In this study, we found that trametinib down-regulated ERRα gene expression and inhibited its transcriptional activity probably through posttranscriptional regulation, because the immunoblot analysis showed that trametinib rapidly accelerated the degradation rate of ERRα, and it was reversed by MG132 (Additional file
2: Figure S2j-k). Although trametinib is an effective medicine to suppress the growth of colon cancer cells, the expression of the ERRα was not completely suppressed by trametinib in the presence of the EGF. Our data showed that ERRα played a central role in the EGF-mediated growth of colon cancer cells; thus, we hypothesized that inhibiting ERRα may increase the sensitivity of colon cancer cells to trametinib. We combined trametinib and XCT790 or shERRα and found that suppressing ERRα increased the antitumour effect of trametinib. Therefore, a combination of trametinib and XCT790 might be a good choice for colon cancer treatment. However, XCT790 is not approved in clinical applications; thus, we need to find a safe and effective drug combined with trametinib to inhibit ERRα activity entirely.

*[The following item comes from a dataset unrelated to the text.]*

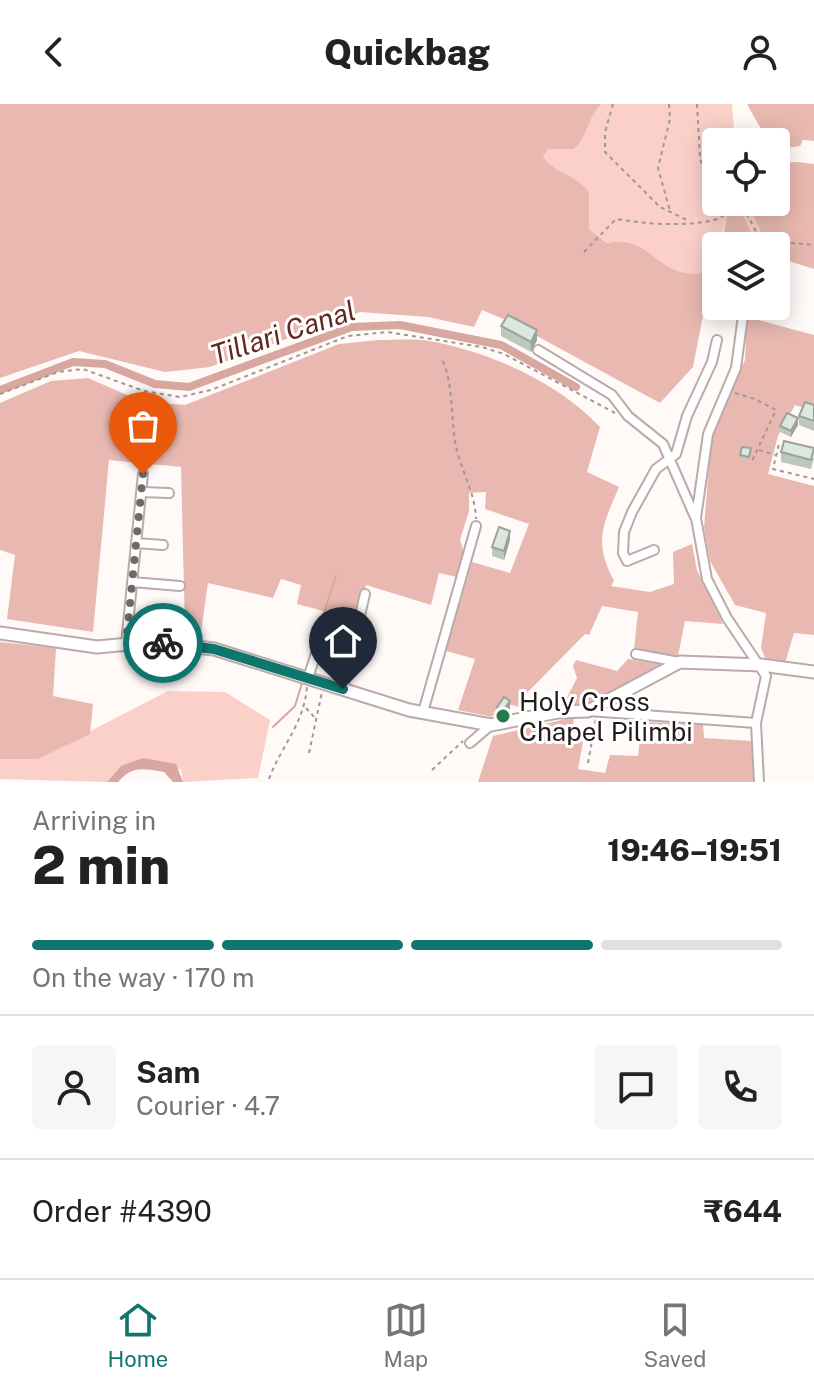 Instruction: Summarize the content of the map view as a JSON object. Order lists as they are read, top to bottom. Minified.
{"water":["Tillari Canal"],"places":["Holy Cross Chapel Pilimbi"],"page":{"header":"Quickbag","heading":["2 min","Arriving in","19:46–19:51"],"panel":["Sam","Courier · 4.7","Order #4390","₹644"],"bar":"On the way · 170 m","tabs":["Home","Map","Saved"]}}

Simvastatin, an oral lipid-lowering drug, is approved by the FDA. Many studies demonstrate its antitumour activity in several cancer types [
37‐
39]. Recently, cholesterol was identified as an endogenous ERRa agonist, and ERRa transcriptional activity is significantly enhanced by cholesterol and suppressed by statins [
28]. Thus, we replaced XCT790 with simvastatin and found that this combination decreased ERRα expression completely and had a synergistic effect, inhibiting proliferation and colony formation in vitro as well as the in vivo tumourigenic capacity of colon cancer cells.
Furthermore, we detected the expression of HMGCR (3-hydroxy-3-Methylglutaryl -coenzyme A) in the tissues, and the results showed that the expression of HMGCR was also higher in carcinomatous tissues than that of the distal normal tissues in 12 pairs of colon cancer tissues (Additional file
6: Figure S5). HMGCR is a key enzyme in the mevalonate pathway in tissues, and its high expression may suggest a high concentration of produced cholesterol and high activities of ERRα. Thus, simvastatin, a HMG-CoA reductase inhibitor, synergised with trametinib, might be a good choice to inhibit the tumourigenic capacity of colon cancer cells.
It is known that various preclinical and therapeutic strategies using trametinib combined with another target drug in BRAF/KRAS mutant colon cancers were developed [
40,
41]. However, none of these strategies are approved for clinical use due to safety issues or a lack of objective responses during clinical trials.